Print each record exactly, with no word added or removed.

(Collected data entries)
***

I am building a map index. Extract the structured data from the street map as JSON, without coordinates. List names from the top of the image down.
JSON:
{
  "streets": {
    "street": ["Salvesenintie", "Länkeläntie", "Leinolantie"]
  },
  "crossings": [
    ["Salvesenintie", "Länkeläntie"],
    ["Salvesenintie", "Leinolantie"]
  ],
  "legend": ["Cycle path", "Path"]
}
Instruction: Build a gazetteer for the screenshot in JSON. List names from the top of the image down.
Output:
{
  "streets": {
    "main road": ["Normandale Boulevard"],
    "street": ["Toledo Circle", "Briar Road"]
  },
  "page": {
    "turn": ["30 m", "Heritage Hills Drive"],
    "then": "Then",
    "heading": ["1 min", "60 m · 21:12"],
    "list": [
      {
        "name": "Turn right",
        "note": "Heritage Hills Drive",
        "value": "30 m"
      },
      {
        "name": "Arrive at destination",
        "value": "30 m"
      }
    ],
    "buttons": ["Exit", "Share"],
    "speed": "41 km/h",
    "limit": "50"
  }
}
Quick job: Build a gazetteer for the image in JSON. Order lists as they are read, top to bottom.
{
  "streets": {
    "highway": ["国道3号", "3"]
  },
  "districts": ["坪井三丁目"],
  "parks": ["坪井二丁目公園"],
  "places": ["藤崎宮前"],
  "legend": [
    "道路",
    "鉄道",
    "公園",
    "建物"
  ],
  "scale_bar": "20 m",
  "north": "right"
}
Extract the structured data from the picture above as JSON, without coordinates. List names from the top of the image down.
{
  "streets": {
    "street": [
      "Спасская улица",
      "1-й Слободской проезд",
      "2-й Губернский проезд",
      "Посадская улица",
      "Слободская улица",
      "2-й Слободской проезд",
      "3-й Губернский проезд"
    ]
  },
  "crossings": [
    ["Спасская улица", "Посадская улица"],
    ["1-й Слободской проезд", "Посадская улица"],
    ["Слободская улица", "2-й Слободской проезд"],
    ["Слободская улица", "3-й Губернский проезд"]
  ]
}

***

▸ **Response to this task**:
I am building a map index. Extract the structured data from the street map as JSON, without coordinates. List names from the top of the image down.
JSON:
{
  "streets": {
    "street": ["Salvesenintie", "Länkeläntie", "Leinolantie"]
  },
  "crossings": [
    ["Salvesenintie", "Länkeläntie"],
    ["Salvesenintie", "Leinolantie"]
  ],
  "legend": ["Cycle path", "Path"]
}
Instruction: Build a gazetteer for the screenshot in JSON. List names from the top of the image down.
Output:
{
  "streets": {
    "main road": ["Normandale Boulevard"],
    "street": ["Toledo Circle", "Briar Road"]
  },
  "page": {
    "turn": ["30 m", "Heritage Hills Drive"],
    "then": "Then",
    "heading": ["1 min", "60 m · 21:12"],
    "list": [
      {
        "name": "Turn right",
        "note": "Heritage Hills Drive",
        "value": "30 m"
      },
      {
        "name": "Arrive at destination",
        "value": "30 m"
      }
    ],
    "buttons": ["Exit", "Share"],
    "speed": "41 km/h",
    "limit": "50"
  }
}
Quick job: Build a gazetteer for the image in JSON. Order lists as they are read, top to bottom.
{
  "streets": {
    "highway": ["国道3号", "3"]
  },
  "districts": ["坪井三丁目"],
  "parks": ["坪井二丁目公園"],
  "places": ["藤崎宮前"],
  "legend": [
    "道路",
    "鉄道",
    "公園",
    "建物"
  ],
  "scale_bar": "20 m",
  "north": "right"
}
Extract the structured data from the picture above as JSON, without coordinates. List names from the top of the image down.
{
  "streets": {
    "street": [
      "Спасская улица",
      "1-й Слободской проезд",
      "2-й Губернский проезд",
      "Посадская улица",
      "Слободская улица",
      "2-й Слободской проезд",
      "3-й Губернский проезд"
    ]
  },
  "crossings": [
    ["Спасская улица", "Посадская улица"],
    ["1-й Слободской проезд", "Посадская улица"],
    ["Слободская улица", "2-й Слободской проезд"],
    ["Слободская улица", "3-й Губернский проезд"]
  ]
}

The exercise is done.